Wolff worries about a federal proposal to open up areas at least 50 miles off the coast of Georgia, the Carolinas and Virginia to oil and gas development. Federal regulators say drilling wouldn’t happen for several years at least, but many companies want to start surveying for oil now.
Wolff says an offshore oil boom could threaten marine animals — and the island’s thriving tourism industry.
“We make a lot of money and a lot of folks on Tybee support their families by doing dolphin tours; I don’t want to take a chance on hurting that for anybody,” he says.
Earlier this year, Wolff sponsored a resolution opposing both offshore drilling and seismic air guns. That’s a technique that blasts sound waves into the ocean every 15 seconds or so, to search for oil and gas deposits.
Tybee’s city council passed the resolution unanimously, joining more than 30 others since last year on the Eastern Seaboard.
Another is Beaufort, S.C., where a small group of residents recently met in the mayor’s waterfront cottage to talk about how to oppose the oil industry.

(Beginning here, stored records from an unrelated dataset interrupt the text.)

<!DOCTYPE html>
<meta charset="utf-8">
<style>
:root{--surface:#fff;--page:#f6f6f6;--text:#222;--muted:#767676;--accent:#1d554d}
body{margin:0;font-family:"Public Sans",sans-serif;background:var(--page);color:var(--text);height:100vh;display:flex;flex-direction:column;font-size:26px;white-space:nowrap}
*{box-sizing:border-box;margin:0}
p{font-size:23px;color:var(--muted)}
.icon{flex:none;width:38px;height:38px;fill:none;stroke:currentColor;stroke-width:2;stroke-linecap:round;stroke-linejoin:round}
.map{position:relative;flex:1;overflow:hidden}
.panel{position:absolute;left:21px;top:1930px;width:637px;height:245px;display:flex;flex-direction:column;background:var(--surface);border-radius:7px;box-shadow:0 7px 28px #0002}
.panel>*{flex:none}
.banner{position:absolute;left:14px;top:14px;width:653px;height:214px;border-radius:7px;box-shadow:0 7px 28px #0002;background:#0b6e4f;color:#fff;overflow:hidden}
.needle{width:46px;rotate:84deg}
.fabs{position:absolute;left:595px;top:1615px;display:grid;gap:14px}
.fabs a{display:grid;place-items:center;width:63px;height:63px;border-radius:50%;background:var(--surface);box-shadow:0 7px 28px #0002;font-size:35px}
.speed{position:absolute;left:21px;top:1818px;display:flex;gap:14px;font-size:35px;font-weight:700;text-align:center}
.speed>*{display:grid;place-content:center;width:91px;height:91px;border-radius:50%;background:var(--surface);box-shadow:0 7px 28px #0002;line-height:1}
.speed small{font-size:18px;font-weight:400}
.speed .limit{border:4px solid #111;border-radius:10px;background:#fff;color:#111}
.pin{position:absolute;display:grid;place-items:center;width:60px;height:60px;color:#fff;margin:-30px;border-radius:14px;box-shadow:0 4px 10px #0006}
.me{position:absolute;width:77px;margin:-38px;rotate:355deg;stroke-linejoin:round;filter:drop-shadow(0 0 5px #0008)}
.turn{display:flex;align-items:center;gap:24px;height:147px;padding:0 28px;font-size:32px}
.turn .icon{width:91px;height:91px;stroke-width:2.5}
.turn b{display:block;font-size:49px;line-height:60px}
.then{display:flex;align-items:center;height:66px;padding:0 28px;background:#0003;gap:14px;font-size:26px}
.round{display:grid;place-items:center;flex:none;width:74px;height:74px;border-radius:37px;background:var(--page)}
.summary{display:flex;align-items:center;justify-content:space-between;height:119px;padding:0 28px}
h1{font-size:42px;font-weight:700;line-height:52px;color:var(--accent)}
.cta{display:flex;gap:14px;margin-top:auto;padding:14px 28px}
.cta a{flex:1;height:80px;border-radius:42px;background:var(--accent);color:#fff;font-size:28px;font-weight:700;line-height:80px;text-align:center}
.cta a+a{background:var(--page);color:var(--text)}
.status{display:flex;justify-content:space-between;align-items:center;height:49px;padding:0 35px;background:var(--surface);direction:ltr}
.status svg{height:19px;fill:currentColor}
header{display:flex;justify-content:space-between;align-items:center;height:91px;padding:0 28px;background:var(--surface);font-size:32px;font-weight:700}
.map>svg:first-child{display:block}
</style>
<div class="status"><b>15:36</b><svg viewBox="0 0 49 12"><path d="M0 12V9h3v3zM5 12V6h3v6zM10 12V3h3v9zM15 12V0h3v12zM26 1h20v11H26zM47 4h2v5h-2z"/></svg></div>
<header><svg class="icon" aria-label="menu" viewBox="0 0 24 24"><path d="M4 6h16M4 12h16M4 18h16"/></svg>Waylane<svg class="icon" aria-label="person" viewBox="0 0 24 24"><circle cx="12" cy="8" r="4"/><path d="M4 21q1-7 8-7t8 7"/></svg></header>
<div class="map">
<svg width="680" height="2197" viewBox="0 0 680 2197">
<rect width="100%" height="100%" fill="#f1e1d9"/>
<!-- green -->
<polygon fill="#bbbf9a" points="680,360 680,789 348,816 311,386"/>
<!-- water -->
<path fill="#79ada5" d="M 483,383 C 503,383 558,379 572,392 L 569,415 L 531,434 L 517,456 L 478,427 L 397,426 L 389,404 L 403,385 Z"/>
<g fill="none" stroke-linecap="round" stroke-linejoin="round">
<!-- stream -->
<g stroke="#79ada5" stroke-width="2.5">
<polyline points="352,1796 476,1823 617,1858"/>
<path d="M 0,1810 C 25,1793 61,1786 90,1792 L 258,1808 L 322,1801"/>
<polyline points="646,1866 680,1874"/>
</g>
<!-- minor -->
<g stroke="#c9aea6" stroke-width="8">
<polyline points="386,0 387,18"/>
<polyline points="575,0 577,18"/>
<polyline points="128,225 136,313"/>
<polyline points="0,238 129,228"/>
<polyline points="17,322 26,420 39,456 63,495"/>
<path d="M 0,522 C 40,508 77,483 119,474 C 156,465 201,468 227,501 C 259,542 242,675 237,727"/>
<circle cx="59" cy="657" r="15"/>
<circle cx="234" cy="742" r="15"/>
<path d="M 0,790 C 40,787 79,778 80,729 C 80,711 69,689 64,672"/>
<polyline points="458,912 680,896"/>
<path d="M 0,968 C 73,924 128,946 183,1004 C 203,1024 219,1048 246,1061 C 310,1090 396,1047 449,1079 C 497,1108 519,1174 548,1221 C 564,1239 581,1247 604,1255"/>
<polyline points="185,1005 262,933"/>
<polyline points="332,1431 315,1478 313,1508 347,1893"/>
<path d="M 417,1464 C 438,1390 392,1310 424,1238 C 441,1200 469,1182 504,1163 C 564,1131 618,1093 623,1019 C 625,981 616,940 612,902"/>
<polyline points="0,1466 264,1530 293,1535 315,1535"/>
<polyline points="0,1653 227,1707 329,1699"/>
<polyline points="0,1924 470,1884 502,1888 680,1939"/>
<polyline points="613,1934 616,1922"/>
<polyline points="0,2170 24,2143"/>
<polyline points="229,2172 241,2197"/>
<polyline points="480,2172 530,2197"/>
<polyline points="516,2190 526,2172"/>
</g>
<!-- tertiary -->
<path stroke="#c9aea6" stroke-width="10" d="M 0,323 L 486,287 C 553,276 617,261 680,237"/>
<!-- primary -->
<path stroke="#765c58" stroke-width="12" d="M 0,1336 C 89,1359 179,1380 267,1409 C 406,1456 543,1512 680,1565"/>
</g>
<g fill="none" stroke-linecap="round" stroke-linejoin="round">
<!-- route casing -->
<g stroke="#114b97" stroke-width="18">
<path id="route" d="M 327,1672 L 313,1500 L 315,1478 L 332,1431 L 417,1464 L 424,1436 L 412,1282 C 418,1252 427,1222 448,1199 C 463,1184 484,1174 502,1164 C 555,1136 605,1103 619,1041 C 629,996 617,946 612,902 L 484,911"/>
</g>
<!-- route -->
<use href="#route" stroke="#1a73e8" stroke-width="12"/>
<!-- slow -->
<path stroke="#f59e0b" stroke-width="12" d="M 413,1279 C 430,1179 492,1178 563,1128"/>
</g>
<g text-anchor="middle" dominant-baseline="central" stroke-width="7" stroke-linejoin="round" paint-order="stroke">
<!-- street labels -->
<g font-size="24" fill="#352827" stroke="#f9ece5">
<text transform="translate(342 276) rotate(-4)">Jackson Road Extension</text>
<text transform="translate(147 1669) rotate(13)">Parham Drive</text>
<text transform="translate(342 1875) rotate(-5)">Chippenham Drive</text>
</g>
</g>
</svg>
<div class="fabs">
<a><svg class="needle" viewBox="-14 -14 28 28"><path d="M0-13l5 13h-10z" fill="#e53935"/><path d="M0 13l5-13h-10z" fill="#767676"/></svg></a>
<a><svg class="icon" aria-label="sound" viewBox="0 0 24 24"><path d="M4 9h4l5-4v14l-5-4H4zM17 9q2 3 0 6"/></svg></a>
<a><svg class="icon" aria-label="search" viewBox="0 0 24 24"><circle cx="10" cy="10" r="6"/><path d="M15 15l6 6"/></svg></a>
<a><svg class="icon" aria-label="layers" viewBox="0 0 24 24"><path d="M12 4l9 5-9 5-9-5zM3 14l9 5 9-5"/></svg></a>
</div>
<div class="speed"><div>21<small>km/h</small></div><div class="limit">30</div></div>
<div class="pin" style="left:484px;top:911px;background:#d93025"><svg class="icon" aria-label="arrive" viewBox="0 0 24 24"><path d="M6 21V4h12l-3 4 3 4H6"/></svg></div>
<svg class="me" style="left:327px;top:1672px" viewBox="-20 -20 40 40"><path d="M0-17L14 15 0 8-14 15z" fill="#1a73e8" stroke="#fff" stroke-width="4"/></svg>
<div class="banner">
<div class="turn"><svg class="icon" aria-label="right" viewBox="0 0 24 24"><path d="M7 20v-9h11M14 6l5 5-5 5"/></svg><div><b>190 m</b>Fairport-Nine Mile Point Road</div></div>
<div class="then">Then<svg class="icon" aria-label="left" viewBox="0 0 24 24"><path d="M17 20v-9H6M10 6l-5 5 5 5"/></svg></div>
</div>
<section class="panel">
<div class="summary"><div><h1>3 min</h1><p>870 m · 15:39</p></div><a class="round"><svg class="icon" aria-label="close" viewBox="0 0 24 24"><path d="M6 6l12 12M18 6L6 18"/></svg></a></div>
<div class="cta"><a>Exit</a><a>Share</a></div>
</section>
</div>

Megan Feight, 28, grew up surfing and now owns a business in Beaufort. She recalls seeing the aftermath of the 2010 BP oil spill while flying over the Gulf of Mexico in an airplane.
“Seeing something like that in person gives you sort of the same feelings that you see when you see photographs or videos of it — it’s horrifying and real,” she says.
Even without an oil spill, some researchers worry that noise from seismic air guns may confuse marine animals that depend on sound for navigation.
Industry leaders like Richie Miller say they follow federal rules meant to protect wildlife. He’s the president of Spectrum Geo, an oil and gas survey firm based in Houston that’s applying to conduct some of the seismic tests.
“There are what we call PSOs, protected species observers, on the vessels, and they’re there solely to look for marine mammals. And if they get within a certain safety zone, then the vessels shut down,” he says.
As regulators consider requests from companies like Miller’s, the federal Bureau of Ocean Energy Management is hosting public meetings up and down the coast to discuss both offshore drilling and seismic testing.
“This has been piquing a lot of interest,” says John Filostrat, a spokesman for the agency.
“Seismic acquisition hasn’t been conducted on the Atlantic for three decades, and so we really don’t have up-to-date information on what’s out there,” he says.
What happens next is up to state and federal regulators. Coastal cities can only pass resolutions expressing opposition, without any force of law.
But Beaufort’s mayor, Billy Keyserling, says these local efforts are important.
“I think that the more towns which do represent bundles of people that are involved in sending the message and educating the public, the more difficult it’s gonna be,” he says.
If the plans move ahead, ships carrying seismic air guns could start their search for oil as early as this year.